Building models for each sample feature set obtained during the feature sampling stage of wrapper methods consume computational resources and may not always provide the best results. AIWrap allows skipping the model building for many sample feature sets by training an AI model, i.e., PPM, which could predict the performance of sample feature sets. AIWrap feature selection performance and predictive performance are better or at par than both the standard wrapper method and penalized standard algorithms, namely LASSO, ALASSO, GLASSO, SPLS, Enet and AEnet.

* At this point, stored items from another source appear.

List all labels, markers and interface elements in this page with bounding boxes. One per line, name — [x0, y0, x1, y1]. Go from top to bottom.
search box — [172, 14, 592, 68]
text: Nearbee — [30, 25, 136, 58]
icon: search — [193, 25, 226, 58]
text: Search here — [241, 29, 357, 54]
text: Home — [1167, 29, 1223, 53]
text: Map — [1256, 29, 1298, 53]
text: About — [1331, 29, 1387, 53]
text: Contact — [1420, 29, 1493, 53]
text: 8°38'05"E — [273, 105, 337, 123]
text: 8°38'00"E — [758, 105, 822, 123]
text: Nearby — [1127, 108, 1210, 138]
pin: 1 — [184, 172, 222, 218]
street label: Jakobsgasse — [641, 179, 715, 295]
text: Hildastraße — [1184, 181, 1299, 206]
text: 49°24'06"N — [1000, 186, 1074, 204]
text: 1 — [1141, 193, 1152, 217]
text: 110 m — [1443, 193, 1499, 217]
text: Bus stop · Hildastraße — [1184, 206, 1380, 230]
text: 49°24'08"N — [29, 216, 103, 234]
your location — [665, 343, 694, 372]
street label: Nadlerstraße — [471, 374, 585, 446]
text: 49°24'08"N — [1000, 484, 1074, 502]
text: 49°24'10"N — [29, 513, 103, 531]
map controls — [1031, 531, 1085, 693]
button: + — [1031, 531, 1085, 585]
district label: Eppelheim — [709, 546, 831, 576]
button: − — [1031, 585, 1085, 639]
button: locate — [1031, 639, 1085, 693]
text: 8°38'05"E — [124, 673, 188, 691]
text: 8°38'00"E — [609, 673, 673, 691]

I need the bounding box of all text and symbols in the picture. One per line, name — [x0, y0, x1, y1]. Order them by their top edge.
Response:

The proposed algorithm has certain limitations. The current study primarily focuses on testing the concept; thus, the study performed testing on limited datatypes. Future research could focus on evaluating the robustness of the approach using different types of data such as temporal data and categorical data, and outcomes such as binary outcomes and time to event outcomes. Other than data types, the focus could also be directed towards the techniques used in the algorithm. Currently, the study uses a linear combination function for building actual models, but future studies could also explore the non-linear combination function for model building. Further, the current study reduced the need to build actual models in the wrapper approach but could not eliminate it. Therefore, future research could use other PPM building techniques like an artificial neural network and support vector machines to eliminate the need for actual models. Finally, time complexity is a challenge which could be explored in future research.

Conclusion

In the paper, we propose AIWrap, an innovative algorithm to perform wrapper based feature selection. The algorithm is flexible enough to work with both marginal and interaction terms. The algorithm could be easily embedded with any of the wrapper techniques as it does not alter existing methods, which allows users to integrate the algorithm in their existing wrapper pipelines. This approach could enhance the performance of existing wrapper techniques available in the literature for high dimensional datasets by reducing the number of models needed to search space. AIWrap can identify both the marginal features and interaction terms without using interaction terms in PPM, which could be critical in reducing the feature space any pipeline has to process.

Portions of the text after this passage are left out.